교육 기관: Ramalakshmanan S P•
Thanks for this wonderful session on Getting and Cleaning Data. I would like to convey my sincere thanks to Professors Roger D. Pend, Brian D. Caffo and Jeff Leek and my fellow learners for their excellent help in completing the projet to generate Tidy dataset. I would like to name Mr. Luis Sandino for his help and effort in putting a help Guide for this assignment. I follwed it and got the assignment completed. The step by step procedure helped me and other fellow learnerrs to complete the assignment on time.
Though this course is over, still we have the doubt on the dimension of the tidy dataset, whether it is 180 by 68 or 180 by 88 as the total number of "mean' variables considered are varying. Request mentors or TAs to help us arrive at the correct dimension and help us understand the reason behind the same.
This course has witnessed the need for support from TAs and mentors. Their help and support was very valuable in understanding the subject.
Thanks to Coursera, my Professors, mentors and TAs of this course for their insight, guidance, support and effort.
Wishing Coursera and Professors all the best and Success.

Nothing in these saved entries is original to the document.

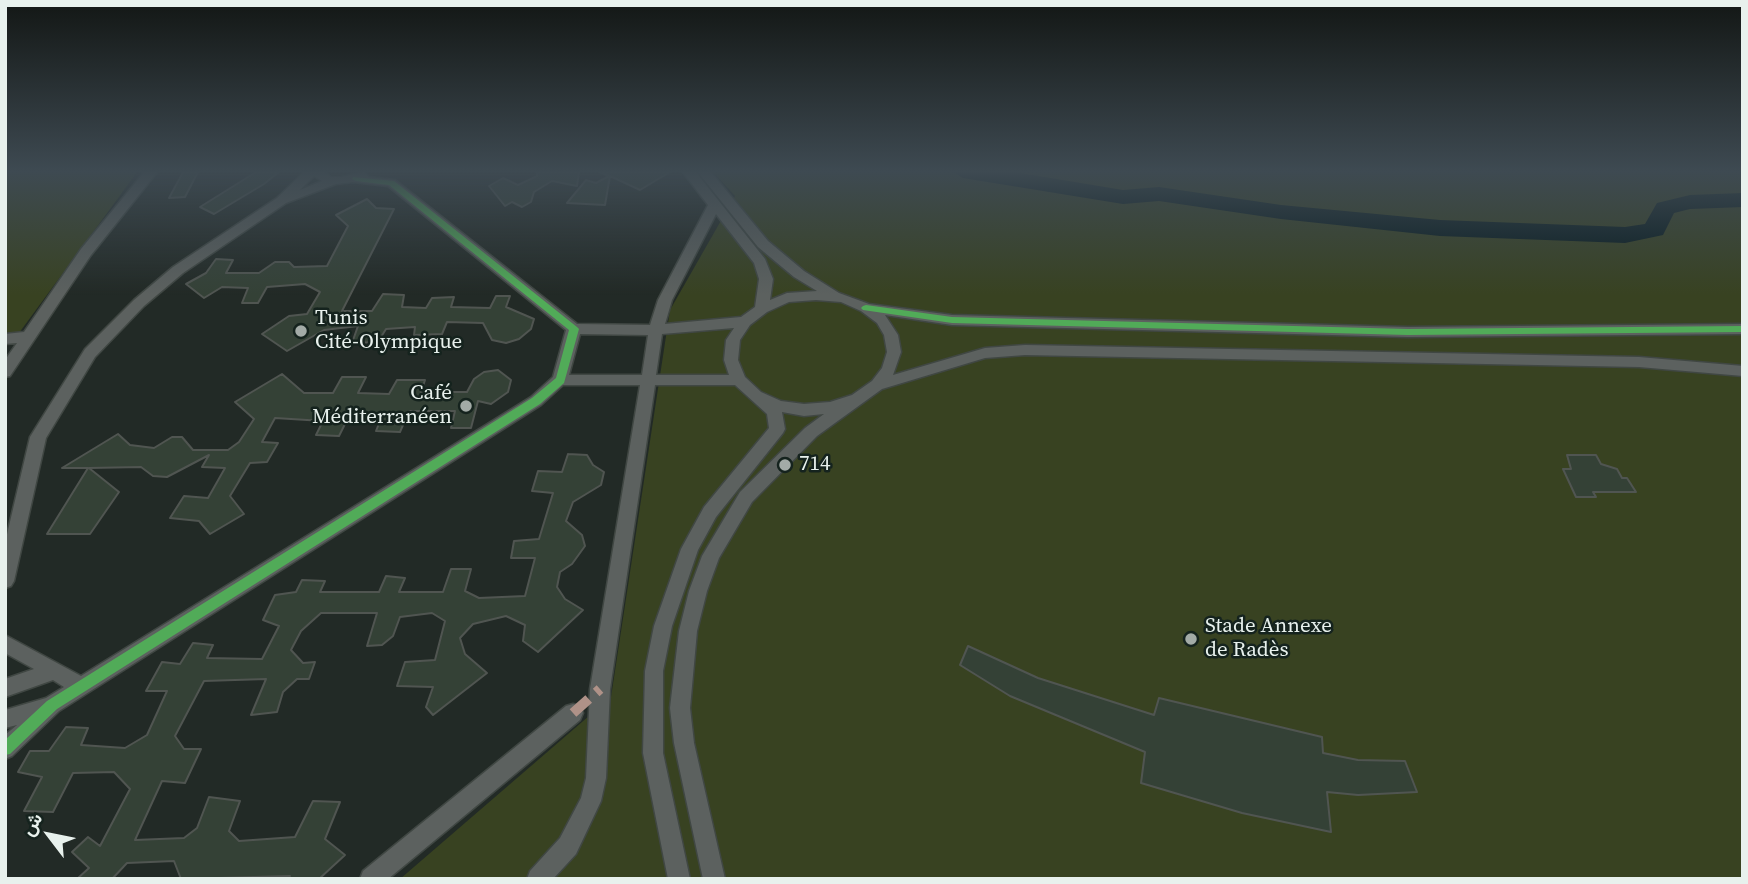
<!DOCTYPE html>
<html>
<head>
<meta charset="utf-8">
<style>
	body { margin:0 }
	#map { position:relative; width:1748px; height:884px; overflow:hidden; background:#222a26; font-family:"Source Serif 4",Vazirmatn,serif }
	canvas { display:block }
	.frame { position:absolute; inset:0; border:7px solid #e8f1ed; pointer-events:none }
	.north { position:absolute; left:14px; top:800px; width:70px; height:70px; -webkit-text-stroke:5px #15231e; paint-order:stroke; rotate:302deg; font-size:19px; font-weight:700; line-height:28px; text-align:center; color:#e8f1ed }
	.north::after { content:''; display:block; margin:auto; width:24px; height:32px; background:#e8f1ed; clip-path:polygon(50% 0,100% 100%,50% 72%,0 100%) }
</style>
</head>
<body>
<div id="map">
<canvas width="1748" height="884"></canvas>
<div class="frame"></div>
<div class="north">ش</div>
</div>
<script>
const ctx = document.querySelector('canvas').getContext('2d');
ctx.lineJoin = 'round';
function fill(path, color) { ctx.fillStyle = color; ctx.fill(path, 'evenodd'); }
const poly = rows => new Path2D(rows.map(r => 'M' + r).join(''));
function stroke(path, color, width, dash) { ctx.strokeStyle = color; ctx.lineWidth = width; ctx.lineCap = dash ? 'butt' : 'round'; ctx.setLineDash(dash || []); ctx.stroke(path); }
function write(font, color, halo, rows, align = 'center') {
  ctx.font = font + ' "Source Serif 4",serif'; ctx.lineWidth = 5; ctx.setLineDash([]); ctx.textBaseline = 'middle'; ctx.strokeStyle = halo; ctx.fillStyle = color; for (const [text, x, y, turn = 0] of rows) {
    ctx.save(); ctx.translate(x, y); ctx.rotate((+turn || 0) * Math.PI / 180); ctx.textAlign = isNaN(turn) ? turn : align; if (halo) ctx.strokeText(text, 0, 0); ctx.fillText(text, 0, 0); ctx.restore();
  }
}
fill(poly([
	[5,171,138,171,19,333,5,335],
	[712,171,1743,171,1743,879,400,879,611,697,670,310,735,196]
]), '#384221');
fill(poly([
	[952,171,1008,171,1123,190,1159,187,1281,205,1440,220,1625,227,1645,224,1657,203,1690,195,1743,193,1743,207,1690,209,1674,213,1663,235,1625,243,1440,236,1281,219,1159,201,1123,204,963,178,952,171]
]), '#03171c');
const building = poly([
	[183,172,198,172,185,197,169,198,183,172],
	[256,172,279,172,264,184,214,214,200,207,256,172],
	[537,172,579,172,577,186,552,181,534,192,531,202,522,207,512,202,505,206,489,186,503,178,518,185,537,176,537,172],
	[599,172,670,172,640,190,610,176,605,205,567,203,586,180,596,183,609,176,599,172],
	[367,199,376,208,394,209,342,311,372,311,383,294,404,295,402,307,426,308,432,298,454,297,451,307,490,308,496,296,510,296,506,307,534,319,531,329,519,339,506,343,492,340,483,323,447,322,442,334,414,335,415,327,386,329,378,342,352,343,358,326,324,330,287,351,262,334,289,316,307,314,320,292,305,284,267,287,258,303,242,303,248,288,222,287,204,298,186,284,206,273,216,259,233,260,226,273,259,273,275,262,289,262,294,267,327,266,348,226,336,215,367,199],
	[498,370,511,380,508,392,491,404,478,401,471,428,451,428,455,411,409,411,400,432,376,431,382,416,349,416,339,436,316,435,323,421,275,418,262,442,278,443,267,462,250,463,230,496,244,514,210,534,199,521,170,518,184,496,208,498,225,468,202,467,209,455,167,477,153,476,141,467,89,468,119,492,90,534,47,534,88,468,62,468,118,434,130,445,154,448,172,437,182,437,193,450,228,450,239,442,254,419,235,402,282,374,304,393,333,393,342,377,366,377,358,393,389,394,397,380,425,380,421,392,467,392,474,379,484,372,498,370],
	[568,454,587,455,593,465,604,472,601,485,573,502,566,521,582,535,585,546,572,564,560,572,557,587,565,599,583,610,538,652,523,641,525,625,506,616,473,624,460,638,465,654,487,673,433,715,426,707,433,687,397,686,405,662,435,660,445,621,432,613,400,617,393,636,382,645,367,646,377,613,321,613,301,631,291,650,303,663,315,662,309,679,297,679,283,692,277,712,251,715,266,679,204,681,175,736,184,749,201,749,185,783,162,781,135,840,184,838,197,828,209,797,240,801,229,831,239,841,295,837,313,801,340,802,325,839,345,855,319,879,288,879,290,876,181,879,174,861,127,863,112,879,77,879,89,868,72,852,88,837,100,846,130,789,114,772,73,773,53,812,24,811,42,777,18,772,30,751,49,751,66,727,88,728,81,745,125,748,147,735,167,691,146,691,162,662,180,664,193,643,213,645,207,658,262,659,279,626,263,620,275,595,296,592,302,580,325,581,320,592,379,592,386,576,405,578,399,592,443,592,451,569,471,569,465,591,479,598,525,596,535,558,511,558,514,541,539,539,553,493,532,491,538,471,562,472,568,454],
	[1567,455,1596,455,1601,464,1617,469,1622,478,1627,478,1636,492,1593,492,1596,497,1576,497,1563,469,1571,469,1567,455],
	[968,646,1038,678,1154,715,1159,698,1322,737,1323,753,1358,760,1405,761,1417,792,1358,795,1327,792,1331,832,1242,813,1141,783,1145,752,1010,696,960,665,968,646]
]);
fill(building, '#344136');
stroke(building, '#505551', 2);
const minor = poly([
	[145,171,158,171,91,255,10,376,5,377,5,360,17,343,5,344,5,334,24,332,81,249,145,171],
	[305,171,323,171,331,177,341,177,364,172,369,177,395,180,577,324,650,325,658,300,708,205,682,171,695,171,765,259,773,279,770,300,787,293,817,291,794,277,758,247,697,171,710,171,768,241,804,271,839,293,869,304,952,315,1408,327,1743,324,1743,334,1408,337,952,325,885,315,898,335,901,352,893,375,985,348,1025,345,1639,357,1743,366,1743,376,1639,367,1025,355,985,358,882,389,817,436,752,502,719,558,707,591,697,631,690,708,694,743,725,879,703,879,674,743,670,708,679,631,689,591,702,556,740,492,805,428,824,414,804,416,782,412,785,429,783,433,716,517,698,550,672,626,663,671,663,753,690,879,668,879,643,753,645,671,654,626,681,549,704,507,769,428,767,414,735,385,655,385,610,689,606,778,601,801,576,854,553,879,527,879,530,871,560,838,581,798,586,778,590,689,640,385,563,385,541,405,59,711,12,756,5,759,5,735,17,725,5,728,5,710,46,698,64,687,53,680,5,697,5,679,34,669,5,653,5,635,81,676,531,397,553,377,566,330,388,186,353,182,336,184,286,203,183,273,144,306,95,357,46,438,14,581,11,586,5,588,5,543,30,437,85,349,134,300,173,267,277,198,305,171],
	[314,176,322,181,300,190,314,176],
	[716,214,754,263,759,279,755,307,741,317,665,324,672,300,716,214],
	[816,300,841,302,861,311,877,323,884,335,887,352,882,368,872,381,852,395,830,402,804,404,781,401,761,392,745,377,738,360,740,340,750,325,767,312,789,302,816,300],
	[734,328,726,340,724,360,729,375,656,375,662,334,734,328],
	[580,334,648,335,642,375,569,375,580,334],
	[573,704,580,706,583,713,580,720,388,879,360,879,363,871,566,706,573,704]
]);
stroke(minor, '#404743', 3);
fill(minor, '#5c615f');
stroke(poly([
	[573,713,600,689]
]), '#af9288', 10, [21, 10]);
fill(poly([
	[353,177,394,181,577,327,579,329,564,383,540,404,57,709,10,754,5,755,5,740,47,701,532,398,556,378,569,330,389,185,356,181,352,179,353,177],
	[866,305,952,317,1408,329,1743,326,1743,332,1408,335,952,323,863,310,861,308,863,306,866,305]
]), '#51ab58');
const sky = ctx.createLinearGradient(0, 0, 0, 295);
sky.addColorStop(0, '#131715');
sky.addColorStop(0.58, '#3e4a52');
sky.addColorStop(1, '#3e4a5200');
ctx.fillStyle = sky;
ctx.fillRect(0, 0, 1748, 295);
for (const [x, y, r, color] of [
	[301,331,7,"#a3aba7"],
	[466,406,7,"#a3aba7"],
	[785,465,7,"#a3aba7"],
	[1191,639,7,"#a3aba7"]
]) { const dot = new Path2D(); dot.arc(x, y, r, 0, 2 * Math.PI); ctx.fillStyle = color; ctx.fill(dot); stroke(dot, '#15231e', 2.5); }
write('21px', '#e8f1ed', '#15231e', [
	["Tunis",315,319],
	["Cité-Olympique",315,343],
	["Café",452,394,"right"],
	["Méditerranéen",452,418,"right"],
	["714",799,465],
	["Stade Annexe",1205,627],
	["de Radès",1205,651]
], 'left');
</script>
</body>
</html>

The SWIRL component for learning the subject is the best and wish SWIRL support for all the heavy courses. Special thanks to those who made SWIRL course material possible for Data Scientisit's toolbox.
With Best Wishes,
교육 기관: Carlos C•
Excellent course to build upon the knowledge from the "R Programming" course. Learning to use functions from the Tidyverse packages is an essential tool if you want to learn Data Science in R. In my opinion, most of the time these are stronger and easier to use compared to Pandas, Numpy, etc., from Python. Despite the bad reviews at the top with lots of upvotes, I do think this was a great course overall. People tend to complain and don't assume responsibility to work and find solutions if they don't understand something. My humble advice is that, if you wish to immerse in the Data Science field, you should accustom yourself to researching a lot, going to other forums like StackOverflow if an error appears, etc. Thanks to Jeff Leek, Roger Peng and the others from Johns Hopkins University!
교육 기관: Pouria T•
Thank you for giving me opportunity to learn. These material (or this class) would have been super difficult, if it was taught through the same traditional channels based on my academical experiences. Yet, the materials were presented in such an amazing way that I wasn't taken over by the difficulty of the presented subjects, rather I was getting more focused to learn more and to be challenged. Thank you for letting me get 3 free online certificates. It means a lot to me and it has given me hope through this difficult time. I feel accomplished. It's a great feeling and it the best and the only gift that I have received and would probably receive this holiday.
교육 기관: Alfonso R R•
I learned so much of R with this course. Thanks Johns Hopkins. Thanks Coursera.
The course final project was so challenging that made research R tools I did know they existed. Such as generating MD files from RMD markdown notebooks, so I could mix live code with text. That's how I produced my CodeBook.md. Then I learned that there are a bunch of libraries for pretty-printing tables. I discovered even more about dplyr. And also learned how to return multiple objects from a function.
You can really write papers with all these tools in R and getting expertise about knitr and pandoc.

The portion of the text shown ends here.